**What to produce:**
In the records, find each line where "side" occurs, and copy it.

*** Opening Entries shown ***

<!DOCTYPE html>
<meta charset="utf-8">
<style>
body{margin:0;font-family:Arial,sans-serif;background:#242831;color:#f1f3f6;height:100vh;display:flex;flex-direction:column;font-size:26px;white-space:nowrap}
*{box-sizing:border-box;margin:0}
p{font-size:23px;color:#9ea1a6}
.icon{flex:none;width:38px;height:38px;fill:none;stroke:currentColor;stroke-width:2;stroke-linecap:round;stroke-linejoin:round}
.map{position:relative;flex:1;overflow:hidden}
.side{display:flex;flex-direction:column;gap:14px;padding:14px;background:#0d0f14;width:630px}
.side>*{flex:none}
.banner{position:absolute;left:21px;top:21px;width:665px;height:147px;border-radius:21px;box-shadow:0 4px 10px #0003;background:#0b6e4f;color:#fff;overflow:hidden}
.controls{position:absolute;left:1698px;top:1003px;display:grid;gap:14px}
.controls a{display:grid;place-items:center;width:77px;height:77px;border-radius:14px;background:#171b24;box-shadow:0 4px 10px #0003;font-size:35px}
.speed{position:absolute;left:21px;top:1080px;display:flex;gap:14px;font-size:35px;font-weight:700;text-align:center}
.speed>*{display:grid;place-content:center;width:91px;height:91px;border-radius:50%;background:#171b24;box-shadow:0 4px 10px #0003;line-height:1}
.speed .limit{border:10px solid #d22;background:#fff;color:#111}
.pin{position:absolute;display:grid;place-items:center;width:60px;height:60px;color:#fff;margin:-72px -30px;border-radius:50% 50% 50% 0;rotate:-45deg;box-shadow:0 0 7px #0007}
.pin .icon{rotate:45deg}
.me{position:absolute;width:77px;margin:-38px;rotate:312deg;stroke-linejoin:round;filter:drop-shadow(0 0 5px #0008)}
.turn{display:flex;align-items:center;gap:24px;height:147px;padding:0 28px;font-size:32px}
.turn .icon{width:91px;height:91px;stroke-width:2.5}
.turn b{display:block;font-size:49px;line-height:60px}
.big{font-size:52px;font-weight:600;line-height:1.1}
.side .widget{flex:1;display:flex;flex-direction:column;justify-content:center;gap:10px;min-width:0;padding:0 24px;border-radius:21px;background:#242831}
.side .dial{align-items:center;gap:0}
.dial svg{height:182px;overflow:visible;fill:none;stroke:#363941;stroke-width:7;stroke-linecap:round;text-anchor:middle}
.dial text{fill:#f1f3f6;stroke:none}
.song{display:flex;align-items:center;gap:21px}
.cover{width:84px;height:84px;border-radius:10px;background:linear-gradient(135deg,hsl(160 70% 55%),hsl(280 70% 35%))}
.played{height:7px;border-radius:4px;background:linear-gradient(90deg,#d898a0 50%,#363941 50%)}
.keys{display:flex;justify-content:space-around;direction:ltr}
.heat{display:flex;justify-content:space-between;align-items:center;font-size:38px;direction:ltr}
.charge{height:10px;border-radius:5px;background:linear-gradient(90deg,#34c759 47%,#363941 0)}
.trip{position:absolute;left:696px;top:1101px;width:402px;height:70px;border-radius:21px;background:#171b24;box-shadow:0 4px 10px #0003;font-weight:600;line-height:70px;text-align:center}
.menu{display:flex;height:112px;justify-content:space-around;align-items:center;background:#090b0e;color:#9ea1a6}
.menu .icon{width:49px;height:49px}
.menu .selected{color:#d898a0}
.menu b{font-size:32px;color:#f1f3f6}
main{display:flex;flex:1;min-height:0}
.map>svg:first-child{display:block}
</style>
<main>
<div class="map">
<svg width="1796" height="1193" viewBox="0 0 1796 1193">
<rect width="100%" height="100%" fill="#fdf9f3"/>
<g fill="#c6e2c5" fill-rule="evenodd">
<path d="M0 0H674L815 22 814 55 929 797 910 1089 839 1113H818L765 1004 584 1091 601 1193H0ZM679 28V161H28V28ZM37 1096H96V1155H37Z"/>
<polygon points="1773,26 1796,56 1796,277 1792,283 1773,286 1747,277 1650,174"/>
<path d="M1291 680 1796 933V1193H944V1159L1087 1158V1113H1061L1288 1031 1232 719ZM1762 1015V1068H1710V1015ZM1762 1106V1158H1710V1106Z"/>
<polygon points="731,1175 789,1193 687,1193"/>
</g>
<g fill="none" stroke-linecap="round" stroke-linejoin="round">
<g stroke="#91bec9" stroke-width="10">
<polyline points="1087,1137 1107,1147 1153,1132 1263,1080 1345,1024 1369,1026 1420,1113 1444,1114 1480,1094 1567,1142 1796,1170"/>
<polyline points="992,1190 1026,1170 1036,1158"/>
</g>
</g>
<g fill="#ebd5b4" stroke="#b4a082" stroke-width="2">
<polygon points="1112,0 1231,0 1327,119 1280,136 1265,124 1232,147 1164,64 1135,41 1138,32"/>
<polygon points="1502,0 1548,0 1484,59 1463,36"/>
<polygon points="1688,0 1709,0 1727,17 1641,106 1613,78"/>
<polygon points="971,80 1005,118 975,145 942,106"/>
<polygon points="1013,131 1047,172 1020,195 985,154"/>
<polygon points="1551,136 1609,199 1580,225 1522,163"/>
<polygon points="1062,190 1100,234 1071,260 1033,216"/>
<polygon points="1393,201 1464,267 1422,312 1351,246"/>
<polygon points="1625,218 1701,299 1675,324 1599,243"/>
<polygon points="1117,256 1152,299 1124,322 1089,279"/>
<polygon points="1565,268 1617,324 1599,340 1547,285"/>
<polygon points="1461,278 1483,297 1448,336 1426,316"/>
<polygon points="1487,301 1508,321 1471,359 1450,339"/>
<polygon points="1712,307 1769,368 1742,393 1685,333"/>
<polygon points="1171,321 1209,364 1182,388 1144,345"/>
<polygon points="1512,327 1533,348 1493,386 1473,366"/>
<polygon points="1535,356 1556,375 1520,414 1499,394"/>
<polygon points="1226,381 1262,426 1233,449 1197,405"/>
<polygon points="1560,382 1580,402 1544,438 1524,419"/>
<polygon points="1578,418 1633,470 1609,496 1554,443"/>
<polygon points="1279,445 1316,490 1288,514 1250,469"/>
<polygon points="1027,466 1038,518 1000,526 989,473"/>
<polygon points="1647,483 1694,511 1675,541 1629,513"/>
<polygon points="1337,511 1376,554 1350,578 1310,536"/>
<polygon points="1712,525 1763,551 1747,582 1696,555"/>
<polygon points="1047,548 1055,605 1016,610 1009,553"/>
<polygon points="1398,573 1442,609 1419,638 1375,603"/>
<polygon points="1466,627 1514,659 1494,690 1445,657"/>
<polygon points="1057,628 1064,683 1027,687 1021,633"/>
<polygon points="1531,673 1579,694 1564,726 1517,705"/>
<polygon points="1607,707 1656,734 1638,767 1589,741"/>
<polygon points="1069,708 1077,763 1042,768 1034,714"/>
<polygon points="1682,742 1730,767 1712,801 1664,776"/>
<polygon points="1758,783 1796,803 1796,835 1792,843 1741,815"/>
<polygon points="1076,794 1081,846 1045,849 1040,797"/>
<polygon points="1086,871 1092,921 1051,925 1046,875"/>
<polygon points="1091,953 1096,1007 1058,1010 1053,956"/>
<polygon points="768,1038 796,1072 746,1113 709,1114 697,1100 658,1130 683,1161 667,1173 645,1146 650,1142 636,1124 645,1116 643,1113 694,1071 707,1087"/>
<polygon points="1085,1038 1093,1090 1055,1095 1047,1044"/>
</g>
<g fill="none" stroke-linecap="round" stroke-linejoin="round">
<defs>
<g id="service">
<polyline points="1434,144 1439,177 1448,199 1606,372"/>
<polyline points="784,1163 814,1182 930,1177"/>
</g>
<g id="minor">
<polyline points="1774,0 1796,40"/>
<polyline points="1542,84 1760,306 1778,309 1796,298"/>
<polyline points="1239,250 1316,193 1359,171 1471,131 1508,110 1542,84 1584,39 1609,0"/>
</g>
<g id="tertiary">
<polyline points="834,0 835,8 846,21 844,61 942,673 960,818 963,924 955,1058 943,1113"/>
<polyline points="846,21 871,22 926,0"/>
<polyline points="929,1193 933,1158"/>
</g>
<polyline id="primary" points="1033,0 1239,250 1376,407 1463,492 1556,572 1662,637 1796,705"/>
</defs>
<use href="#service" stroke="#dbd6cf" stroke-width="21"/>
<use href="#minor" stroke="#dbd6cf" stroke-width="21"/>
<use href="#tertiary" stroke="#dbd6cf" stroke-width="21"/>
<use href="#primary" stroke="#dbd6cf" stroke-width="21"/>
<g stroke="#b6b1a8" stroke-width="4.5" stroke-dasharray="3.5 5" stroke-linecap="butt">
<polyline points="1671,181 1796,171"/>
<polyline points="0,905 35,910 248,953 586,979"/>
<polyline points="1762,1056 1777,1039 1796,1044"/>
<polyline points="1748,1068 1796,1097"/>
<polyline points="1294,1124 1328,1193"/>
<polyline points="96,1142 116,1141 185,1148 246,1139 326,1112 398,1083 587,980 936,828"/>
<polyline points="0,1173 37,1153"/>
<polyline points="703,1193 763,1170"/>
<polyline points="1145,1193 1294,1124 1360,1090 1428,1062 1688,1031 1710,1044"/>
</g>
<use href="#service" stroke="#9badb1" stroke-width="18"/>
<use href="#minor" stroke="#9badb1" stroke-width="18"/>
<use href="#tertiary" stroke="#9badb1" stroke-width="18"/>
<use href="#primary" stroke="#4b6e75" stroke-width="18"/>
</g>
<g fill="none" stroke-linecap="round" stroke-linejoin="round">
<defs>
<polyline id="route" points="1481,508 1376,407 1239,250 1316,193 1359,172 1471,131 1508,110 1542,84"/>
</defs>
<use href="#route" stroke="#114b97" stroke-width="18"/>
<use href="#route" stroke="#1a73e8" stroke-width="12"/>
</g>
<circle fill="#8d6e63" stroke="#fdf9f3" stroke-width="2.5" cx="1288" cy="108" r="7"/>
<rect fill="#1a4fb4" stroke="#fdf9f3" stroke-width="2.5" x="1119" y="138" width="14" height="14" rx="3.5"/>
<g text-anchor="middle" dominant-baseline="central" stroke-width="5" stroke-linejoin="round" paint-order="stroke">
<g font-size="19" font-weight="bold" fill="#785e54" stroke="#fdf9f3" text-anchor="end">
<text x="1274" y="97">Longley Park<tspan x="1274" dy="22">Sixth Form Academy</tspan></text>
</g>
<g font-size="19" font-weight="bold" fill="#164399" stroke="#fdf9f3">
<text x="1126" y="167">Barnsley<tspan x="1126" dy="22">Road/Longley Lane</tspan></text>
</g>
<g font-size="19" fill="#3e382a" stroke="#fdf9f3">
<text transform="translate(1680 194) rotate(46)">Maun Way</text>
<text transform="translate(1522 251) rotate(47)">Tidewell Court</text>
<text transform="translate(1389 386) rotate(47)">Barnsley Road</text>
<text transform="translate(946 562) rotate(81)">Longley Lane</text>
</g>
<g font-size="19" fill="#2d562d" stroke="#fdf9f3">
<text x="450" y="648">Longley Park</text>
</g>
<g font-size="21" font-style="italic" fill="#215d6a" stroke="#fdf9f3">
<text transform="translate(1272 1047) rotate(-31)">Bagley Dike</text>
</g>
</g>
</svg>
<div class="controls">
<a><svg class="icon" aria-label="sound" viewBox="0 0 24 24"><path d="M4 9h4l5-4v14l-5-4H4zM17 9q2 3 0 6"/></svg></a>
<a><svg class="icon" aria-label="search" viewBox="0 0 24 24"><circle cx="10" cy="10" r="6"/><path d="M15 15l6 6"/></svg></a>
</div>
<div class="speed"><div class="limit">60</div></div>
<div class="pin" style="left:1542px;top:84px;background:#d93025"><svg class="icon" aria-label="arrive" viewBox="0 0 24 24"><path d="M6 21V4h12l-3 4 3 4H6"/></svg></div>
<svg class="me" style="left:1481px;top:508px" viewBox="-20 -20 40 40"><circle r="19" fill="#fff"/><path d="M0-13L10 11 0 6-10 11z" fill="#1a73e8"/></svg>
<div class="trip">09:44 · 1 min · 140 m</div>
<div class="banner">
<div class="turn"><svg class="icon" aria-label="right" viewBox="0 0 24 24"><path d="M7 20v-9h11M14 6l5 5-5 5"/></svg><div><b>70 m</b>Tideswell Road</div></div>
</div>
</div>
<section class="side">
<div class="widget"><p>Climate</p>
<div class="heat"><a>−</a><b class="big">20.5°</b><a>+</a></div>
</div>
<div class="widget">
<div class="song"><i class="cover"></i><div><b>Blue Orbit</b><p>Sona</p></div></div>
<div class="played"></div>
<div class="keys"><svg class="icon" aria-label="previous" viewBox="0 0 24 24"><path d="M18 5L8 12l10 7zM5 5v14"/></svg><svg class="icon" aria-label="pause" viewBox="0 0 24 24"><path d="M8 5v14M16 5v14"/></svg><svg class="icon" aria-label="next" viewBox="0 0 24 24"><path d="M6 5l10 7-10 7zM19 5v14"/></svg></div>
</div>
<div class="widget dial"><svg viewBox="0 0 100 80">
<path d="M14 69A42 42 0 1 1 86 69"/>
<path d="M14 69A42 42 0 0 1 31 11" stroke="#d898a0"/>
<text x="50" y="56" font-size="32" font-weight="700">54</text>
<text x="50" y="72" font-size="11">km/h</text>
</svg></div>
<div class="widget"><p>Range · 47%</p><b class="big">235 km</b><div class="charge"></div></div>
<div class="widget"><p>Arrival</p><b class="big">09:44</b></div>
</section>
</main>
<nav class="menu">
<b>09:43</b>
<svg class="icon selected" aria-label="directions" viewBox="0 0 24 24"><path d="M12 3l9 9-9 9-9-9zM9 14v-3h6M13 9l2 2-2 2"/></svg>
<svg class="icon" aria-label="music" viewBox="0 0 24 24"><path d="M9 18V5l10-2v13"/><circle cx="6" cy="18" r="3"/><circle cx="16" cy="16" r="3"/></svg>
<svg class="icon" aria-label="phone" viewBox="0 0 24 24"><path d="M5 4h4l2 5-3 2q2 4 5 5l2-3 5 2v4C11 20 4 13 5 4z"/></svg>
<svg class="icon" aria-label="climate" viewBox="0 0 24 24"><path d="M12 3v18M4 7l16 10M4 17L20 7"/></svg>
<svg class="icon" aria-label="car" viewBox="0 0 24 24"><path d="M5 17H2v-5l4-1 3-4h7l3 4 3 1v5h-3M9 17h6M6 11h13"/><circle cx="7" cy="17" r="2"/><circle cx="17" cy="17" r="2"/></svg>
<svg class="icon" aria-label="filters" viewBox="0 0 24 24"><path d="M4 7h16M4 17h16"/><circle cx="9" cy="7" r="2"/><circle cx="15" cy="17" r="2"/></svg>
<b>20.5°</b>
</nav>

*** Closing Entries shown ***

**Response area:**
.side{display:flex;flex-direction:column;gap:14px;padding:14px;background:#0d0f14;width:630px}
.side>*{flex:none}
.side .widget{flex:1;display:flex;flex-direction:column;justify-content:center;gap:10px;min-width:0;padding:0 24px;border-radius:21px;background:#242831}
.side .dial{align-items:center;gap:0}
<section class="side">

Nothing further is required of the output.